- Opening Delimiter -

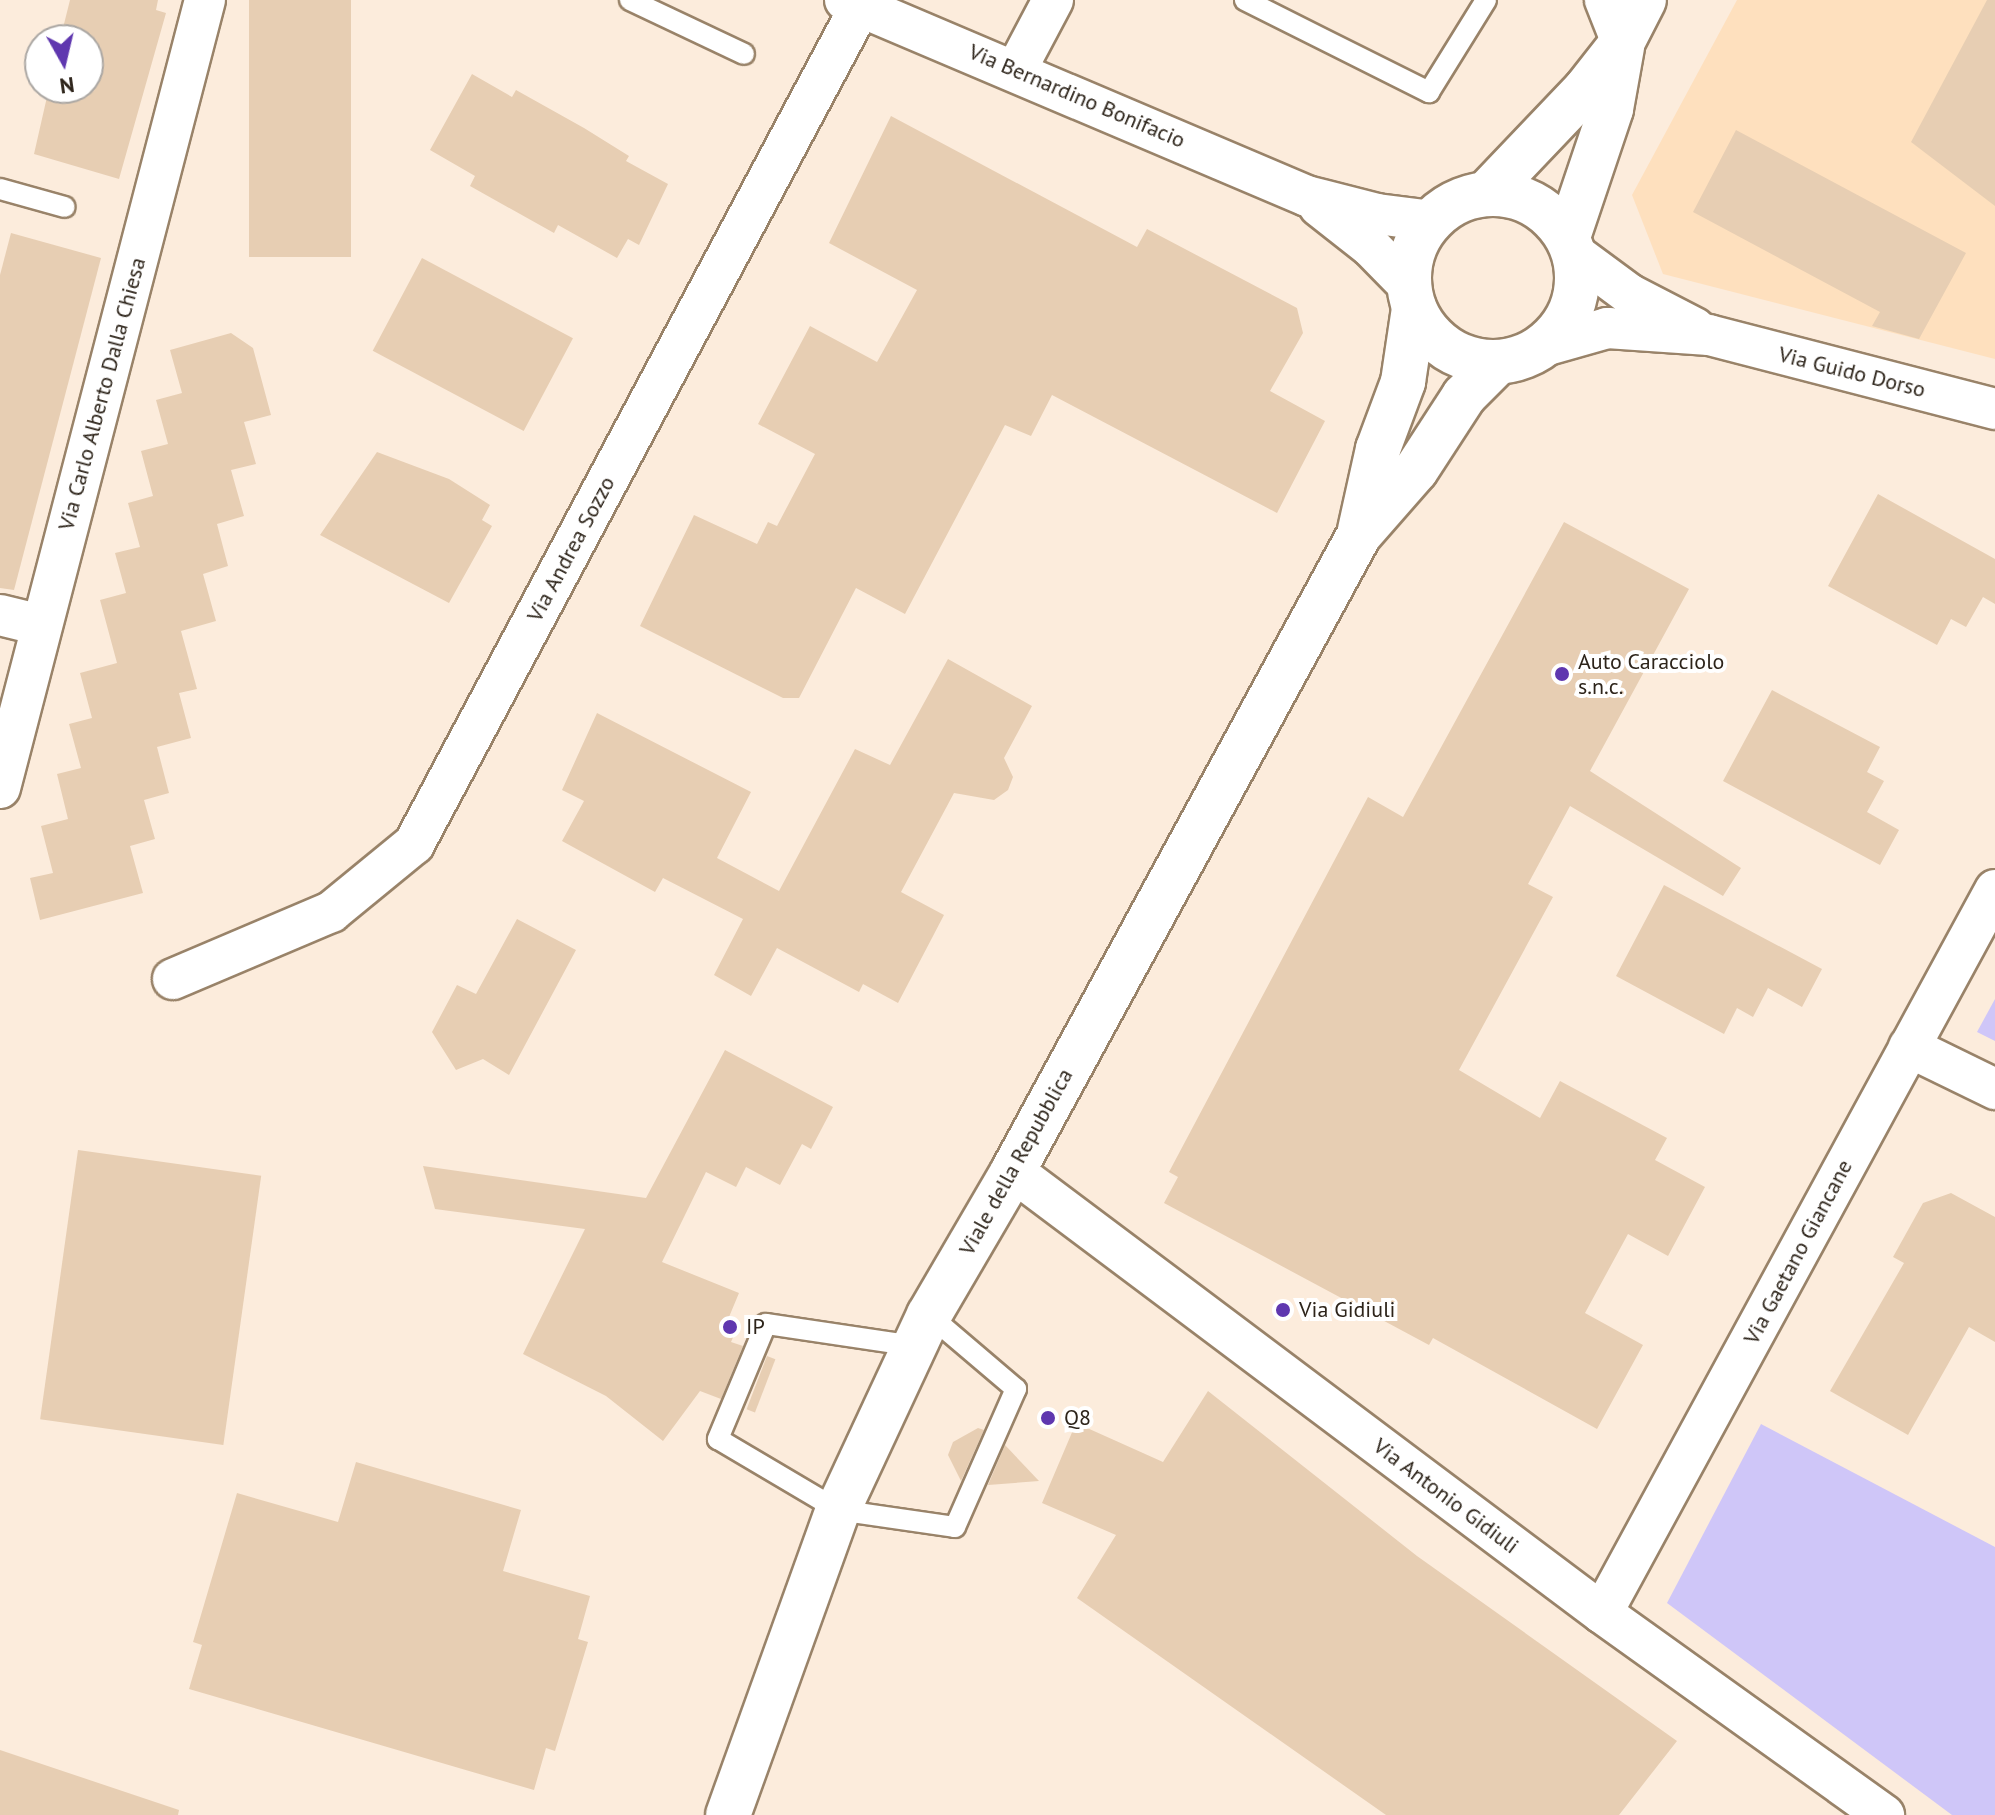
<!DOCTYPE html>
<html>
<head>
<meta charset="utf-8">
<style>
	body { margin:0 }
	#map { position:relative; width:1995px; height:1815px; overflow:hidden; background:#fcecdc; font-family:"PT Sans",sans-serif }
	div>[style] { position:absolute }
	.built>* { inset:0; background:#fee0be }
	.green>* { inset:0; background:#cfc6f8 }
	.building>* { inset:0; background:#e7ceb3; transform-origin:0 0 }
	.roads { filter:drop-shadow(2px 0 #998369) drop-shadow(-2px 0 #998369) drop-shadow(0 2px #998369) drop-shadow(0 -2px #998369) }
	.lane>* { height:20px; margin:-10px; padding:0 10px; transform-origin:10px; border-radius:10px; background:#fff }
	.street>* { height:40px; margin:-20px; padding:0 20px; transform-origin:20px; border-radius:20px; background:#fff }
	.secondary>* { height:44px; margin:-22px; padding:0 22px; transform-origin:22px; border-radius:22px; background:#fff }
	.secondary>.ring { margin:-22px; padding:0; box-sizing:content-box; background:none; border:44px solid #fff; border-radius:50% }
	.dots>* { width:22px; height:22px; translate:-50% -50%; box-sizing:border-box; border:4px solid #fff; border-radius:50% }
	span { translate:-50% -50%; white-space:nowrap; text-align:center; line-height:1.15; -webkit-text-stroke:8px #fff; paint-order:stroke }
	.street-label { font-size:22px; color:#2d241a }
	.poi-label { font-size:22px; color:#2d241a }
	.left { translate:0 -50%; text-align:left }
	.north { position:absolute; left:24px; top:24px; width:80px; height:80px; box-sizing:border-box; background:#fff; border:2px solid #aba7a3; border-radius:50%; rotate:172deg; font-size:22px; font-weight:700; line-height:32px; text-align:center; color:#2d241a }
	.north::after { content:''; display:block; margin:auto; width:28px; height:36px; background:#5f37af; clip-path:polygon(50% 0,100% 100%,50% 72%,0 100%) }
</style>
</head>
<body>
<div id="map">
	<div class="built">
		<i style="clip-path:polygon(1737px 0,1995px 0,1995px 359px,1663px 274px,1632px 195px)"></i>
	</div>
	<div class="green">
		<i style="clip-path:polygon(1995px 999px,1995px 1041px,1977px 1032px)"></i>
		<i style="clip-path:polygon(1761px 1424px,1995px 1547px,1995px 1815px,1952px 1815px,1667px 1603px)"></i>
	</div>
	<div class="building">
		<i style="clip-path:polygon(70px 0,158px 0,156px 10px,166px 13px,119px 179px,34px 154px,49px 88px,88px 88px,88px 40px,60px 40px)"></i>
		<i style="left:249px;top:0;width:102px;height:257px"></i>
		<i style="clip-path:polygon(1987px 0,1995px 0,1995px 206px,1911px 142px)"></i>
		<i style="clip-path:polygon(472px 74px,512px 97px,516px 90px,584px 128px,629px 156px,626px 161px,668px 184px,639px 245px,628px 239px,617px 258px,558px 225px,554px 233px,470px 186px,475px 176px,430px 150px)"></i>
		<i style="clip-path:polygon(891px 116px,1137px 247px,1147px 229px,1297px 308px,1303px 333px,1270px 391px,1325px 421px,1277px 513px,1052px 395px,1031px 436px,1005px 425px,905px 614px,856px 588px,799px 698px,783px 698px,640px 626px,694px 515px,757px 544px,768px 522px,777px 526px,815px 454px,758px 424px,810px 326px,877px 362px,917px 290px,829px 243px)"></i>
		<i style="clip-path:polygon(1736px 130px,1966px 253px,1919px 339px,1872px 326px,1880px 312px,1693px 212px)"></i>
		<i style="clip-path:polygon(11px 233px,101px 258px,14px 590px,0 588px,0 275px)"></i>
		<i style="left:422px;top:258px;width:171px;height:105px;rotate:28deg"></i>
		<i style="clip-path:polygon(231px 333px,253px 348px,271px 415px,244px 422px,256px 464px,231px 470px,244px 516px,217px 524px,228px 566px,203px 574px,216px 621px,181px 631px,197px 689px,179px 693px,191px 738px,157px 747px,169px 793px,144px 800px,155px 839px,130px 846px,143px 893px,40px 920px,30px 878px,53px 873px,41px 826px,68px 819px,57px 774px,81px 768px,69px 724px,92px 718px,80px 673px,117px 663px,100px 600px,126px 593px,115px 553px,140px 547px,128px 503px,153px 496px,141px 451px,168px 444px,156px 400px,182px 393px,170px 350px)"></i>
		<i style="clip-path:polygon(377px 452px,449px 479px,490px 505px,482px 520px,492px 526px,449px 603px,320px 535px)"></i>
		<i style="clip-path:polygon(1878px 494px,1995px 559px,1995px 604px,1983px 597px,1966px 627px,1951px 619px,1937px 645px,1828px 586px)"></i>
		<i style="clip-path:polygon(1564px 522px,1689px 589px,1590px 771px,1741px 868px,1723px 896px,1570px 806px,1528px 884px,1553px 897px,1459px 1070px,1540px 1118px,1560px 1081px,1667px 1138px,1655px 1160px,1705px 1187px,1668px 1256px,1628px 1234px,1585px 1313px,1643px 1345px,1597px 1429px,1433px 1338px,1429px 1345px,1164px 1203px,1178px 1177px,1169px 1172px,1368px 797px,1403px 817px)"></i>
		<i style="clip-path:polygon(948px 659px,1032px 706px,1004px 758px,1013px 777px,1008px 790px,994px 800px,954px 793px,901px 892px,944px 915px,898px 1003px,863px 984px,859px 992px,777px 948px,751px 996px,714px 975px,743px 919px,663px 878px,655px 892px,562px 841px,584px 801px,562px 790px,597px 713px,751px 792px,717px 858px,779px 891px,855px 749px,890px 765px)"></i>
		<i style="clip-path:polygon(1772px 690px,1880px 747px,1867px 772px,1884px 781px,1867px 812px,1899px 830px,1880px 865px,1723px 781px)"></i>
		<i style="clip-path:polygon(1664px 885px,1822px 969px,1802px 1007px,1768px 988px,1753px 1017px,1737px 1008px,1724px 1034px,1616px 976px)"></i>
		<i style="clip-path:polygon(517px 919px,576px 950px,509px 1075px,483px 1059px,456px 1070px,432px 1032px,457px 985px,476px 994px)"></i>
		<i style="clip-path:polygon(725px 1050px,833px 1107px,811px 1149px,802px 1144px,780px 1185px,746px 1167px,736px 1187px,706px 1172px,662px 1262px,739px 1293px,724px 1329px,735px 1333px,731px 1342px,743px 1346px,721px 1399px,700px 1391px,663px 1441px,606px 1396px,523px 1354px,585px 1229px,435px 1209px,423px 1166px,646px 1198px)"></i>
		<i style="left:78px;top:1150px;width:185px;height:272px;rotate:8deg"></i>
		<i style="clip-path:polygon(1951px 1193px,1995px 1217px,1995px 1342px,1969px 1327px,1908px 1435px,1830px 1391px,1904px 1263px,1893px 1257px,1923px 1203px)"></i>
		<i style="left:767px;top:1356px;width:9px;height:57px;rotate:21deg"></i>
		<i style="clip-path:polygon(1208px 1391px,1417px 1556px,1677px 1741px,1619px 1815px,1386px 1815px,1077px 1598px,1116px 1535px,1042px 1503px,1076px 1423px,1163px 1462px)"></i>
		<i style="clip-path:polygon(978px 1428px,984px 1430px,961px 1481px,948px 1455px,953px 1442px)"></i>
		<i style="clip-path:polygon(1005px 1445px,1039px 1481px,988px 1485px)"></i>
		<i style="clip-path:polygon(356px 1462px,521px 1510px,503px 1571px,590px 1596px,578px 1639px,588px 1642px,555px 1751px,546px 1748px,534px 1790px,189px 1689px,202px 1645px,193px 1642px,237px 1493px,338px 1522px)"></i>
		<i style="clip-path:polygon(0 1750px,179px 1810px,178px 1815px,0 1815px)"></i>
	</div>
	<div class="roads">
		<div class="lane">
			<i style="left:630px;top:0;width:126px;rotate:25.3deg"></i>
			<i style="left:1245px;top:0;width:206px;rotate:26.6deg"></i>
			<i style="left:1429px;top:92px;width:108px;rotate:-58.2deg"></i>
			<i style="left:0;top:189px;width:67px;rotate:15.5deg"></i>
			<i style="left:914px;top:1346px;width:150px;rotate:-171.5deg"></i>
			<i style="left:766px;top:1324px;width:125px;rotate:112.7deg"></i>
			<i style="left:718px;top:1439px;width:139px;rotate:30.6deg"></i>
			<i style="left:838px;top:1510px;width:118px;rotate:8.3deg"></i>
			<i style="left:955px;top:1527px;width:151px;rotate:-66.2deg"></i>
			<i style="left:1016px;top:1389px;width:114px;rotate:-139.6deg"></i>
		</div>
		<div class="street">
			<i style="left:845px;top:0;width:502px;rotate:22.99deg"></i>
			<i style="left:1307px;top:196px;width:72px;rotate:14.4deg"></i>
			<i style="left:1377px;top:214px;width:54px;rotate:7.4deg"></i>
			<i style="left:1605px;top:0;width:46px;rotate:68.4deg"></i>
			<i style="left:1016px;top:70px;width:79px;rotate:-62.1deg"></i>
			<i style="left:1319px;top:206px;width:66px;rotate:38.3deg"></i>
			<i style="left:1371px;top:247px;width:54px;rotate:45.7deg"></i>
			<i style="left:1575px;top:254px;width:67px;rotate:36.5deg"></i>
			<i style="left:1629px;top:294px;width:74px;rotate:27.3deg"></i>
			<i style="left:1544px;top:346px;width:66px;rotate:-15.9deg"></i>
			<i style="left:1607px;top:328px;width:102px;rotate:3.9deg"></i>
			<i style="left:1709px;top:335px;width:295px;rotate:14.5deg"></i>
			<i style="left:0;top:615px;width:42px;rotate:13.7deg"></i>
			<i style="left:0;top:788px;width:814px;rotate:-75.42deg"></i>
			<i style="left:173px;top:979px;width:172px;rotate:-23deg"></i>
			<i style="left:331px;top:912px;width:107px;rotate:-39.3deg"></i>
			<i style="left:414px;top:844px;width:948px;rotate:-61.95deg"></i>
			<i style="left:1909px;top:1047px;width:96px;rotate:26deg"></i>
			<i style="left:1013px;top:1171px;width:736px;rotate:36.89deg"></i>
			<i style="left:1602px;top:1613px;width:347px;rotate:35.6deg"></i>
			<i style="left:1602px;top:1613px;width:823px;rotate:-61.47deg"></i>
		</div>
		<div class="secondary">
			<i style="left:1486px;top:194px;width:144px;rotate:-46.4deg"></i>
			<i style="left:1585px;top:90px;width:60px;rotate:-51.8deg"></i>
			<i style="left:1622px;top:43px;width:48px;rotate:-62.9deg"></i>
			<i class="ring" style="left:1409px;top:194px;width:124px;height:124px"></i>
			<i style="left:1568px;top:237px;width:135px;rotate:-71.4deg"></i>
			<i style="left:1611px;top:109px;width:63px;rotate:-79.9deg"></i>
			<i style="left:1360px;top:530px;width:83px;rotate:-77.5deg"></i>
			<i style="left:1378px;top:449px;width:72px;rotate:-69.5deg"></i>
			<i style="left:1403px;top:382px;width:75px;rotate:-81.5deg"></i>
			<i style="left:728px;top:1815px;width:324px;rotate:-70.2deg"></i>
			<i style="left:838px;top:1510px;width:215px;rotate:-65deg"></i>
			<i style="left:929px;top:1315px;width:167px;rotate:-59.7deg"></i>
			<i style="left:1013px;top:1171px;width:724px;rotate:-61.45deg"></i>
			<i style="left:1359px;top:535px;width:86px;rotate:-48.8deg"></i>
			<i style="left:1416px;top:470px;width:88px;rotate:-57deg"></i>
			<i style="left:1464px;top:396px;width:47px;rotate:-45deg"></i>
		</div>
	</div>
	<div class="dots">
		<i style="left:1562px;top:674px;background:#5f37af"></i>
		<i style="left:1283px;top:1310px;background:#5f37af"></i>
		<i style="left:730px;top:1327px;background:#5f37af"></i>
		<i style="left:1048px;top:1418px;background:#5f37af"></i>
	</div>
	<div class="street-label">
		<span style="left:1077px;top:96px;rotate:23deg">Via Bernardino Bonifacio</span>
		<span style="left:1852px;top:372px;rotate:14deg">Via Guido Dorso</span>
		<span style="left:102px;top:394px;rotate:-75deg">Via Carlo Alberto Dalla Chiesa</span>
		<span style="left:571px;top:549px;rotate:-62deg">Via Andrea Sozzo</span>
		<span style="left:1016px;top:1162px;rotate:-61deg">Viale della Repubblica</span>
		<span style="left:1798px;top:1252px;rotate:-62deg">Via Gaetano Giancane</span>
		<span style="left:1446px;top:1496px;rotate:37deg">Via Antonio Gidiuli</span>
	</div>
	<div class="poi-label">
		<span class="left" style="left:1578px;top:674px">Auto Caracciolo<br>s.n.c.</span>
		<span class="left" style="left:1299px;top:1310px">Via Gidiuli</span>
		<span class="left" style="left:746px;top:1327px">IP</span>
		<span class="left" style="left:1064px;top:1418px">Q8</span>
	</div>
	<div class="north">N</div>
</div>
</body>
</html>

- Closing Delimiter -

### ACTIVITY
Go from the first line of the data above to the line containing "filter:drop-shadow(2px 0 #998369)" and retype exactly those lines, both included, but none of the pictures.

### SOLVED EXERCISE
<!DOCTYPE html>
<html>
<head>
<meta charset="utf-8">
<style>
	body { margin:0 }
	#map { position:relative; width:1995px; height:1815px; overflow:hidden; background:#fcecdc; font-family:"PT Sans",sans-serif }
	div>[style] { position:absolute }
	.built>* { inset:0; background:#fee0be }
	.green>* { inset:0; background:#cfc6f8 }
	.building>* { inset:0; background:#e7ceb3; transform-origin:0 0 }
	.roads { filter:drop-shadow(2px 0 #998369) drop-shadow(-2px 0 #998369) drop-shadow(0 2px #998369) drop-shadow(0 -2px #998369) }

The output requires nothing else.